Zeitgleich mit den Handwerksherren wurden jedoch weitere acht Mitglieder der patrizischen Familien - die sogenannten Alten Genannten - in den Rat aufgenommen. Das Gesamtregiment oder die obrigkeitliche Herrschaft in Exekutive, Legislative und Jurisdiktion in der Reichsstadt und später im ausgedehnten Landgebiet kam ausschließlich und exklusiv dem patrizischen Kleineren Rat zu, der später auch Magistrat genannt wurde. Er setzte sich seit 1370 aus 34 patrizischen Ratsherren und den acht "Ratsfreunden vom Handwerk" zusammen. Die Mitglieder aus dem Patriziat stellten die 26 Bürgermeister und die acht Alten Genannten.

Die 26 Bürgermeister teilten sich in seit 1392 so bezeichnete 13 Ältere und 13 Jüngere Bürgermeister, die paarweise je vier Wochen gemeinsam regierten ("Frager"), wobei der Ältere Bürgermeister die Ratssitzungen leitete und der Jüngere dem Gericht vorstand.

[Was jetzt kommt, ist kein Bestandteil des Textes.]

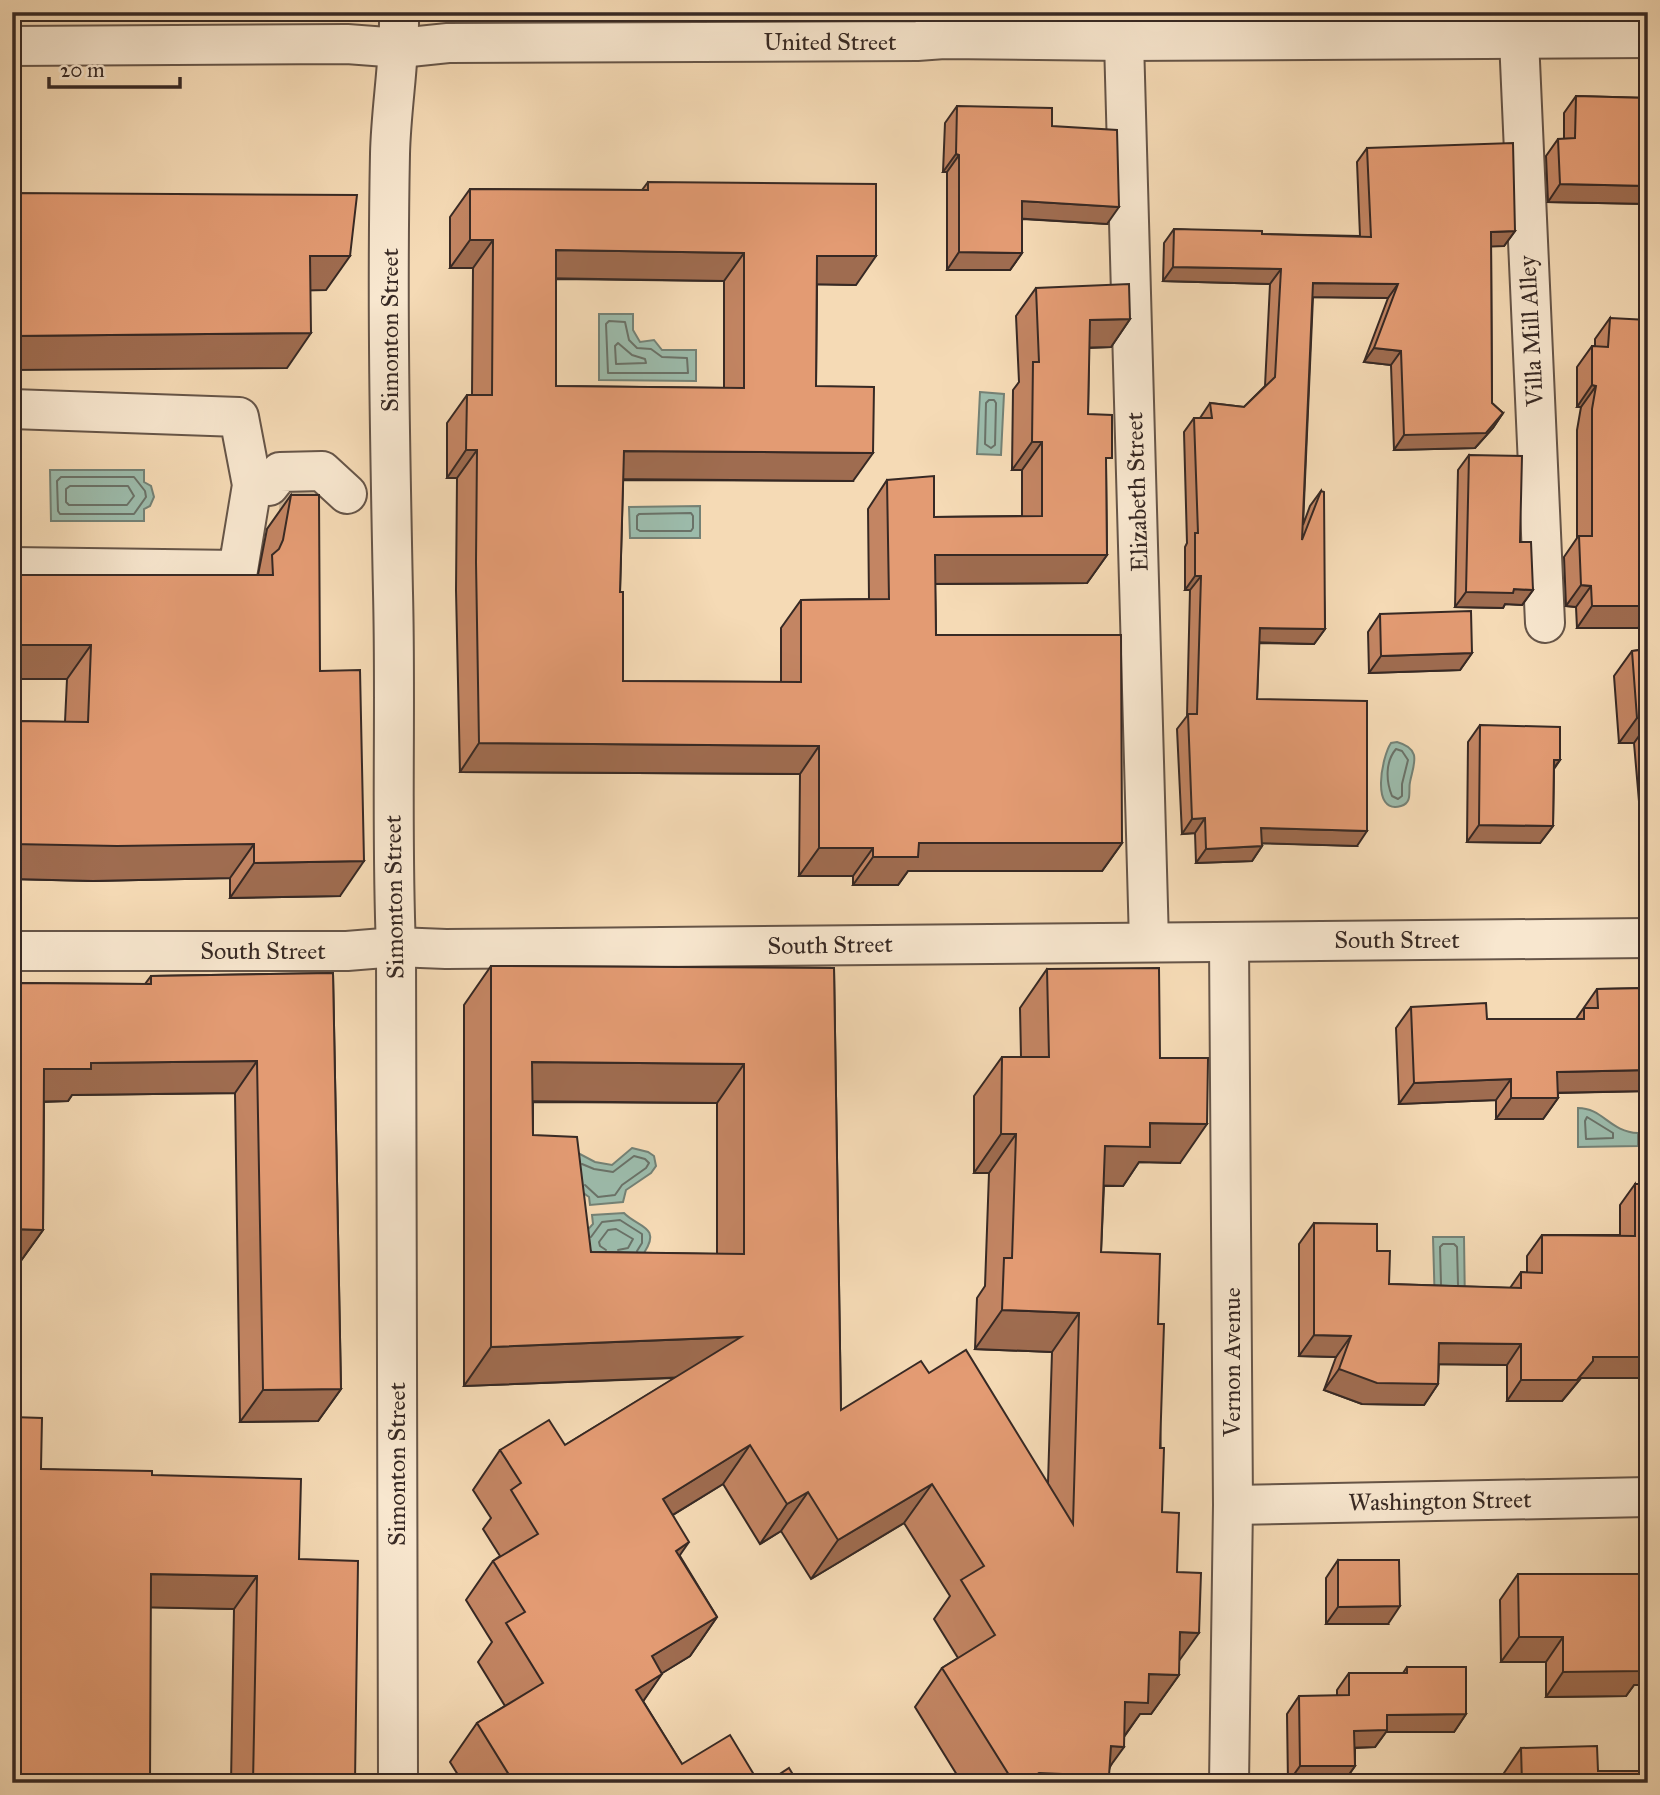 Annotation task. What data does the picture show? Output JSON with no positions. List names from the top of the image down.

Einen Ausschuss innerhalb des Rats bildeten die sieben Älteren Herren. Sie entstammten den Reihen der Älteren Bürgermeister und waren als "Innerer Geheimer Rat" oder "Collegium Septemvirale" die eigentliche Exekutive im Stadtstaat, die alle Staatsgeschäfte erledigte.

An ihrer Spitze und damit an der Spitze der reichsstädtischen Administration stand ein Triumvirat der drei Vordersten Ratsherren, die seit 1721 den Titel eines Wirklichen Kaiserlich Rates führten.

Dem Triumvirat, die auch als Oberste Hauptleute fungierten, unterstanden alle Ämter in der Stadt und im Landgebiet. Sie wachten gemeinsam über die Heiltümer und die Reichskleinodien. Die zwei Vordersten Ratsherren oder Vordersten Losunger verwalteten die Finanzen der Stadt.

Dem Älteren Ratsherrn oder Vordersten Losunger war zudem noch das Sekretinsigel der Reichsstadt anvertraut, er nahm ab 1571 zusätzlich das Amt des Reichsschultheißen wahr und war der Pfleger der Kaiserburg. Die übrigen vier Septemvirn, im curriculum honorum hinter den drei Obersten Hauptleuten stehend, hatten keine festgeschriebenen Funktionen.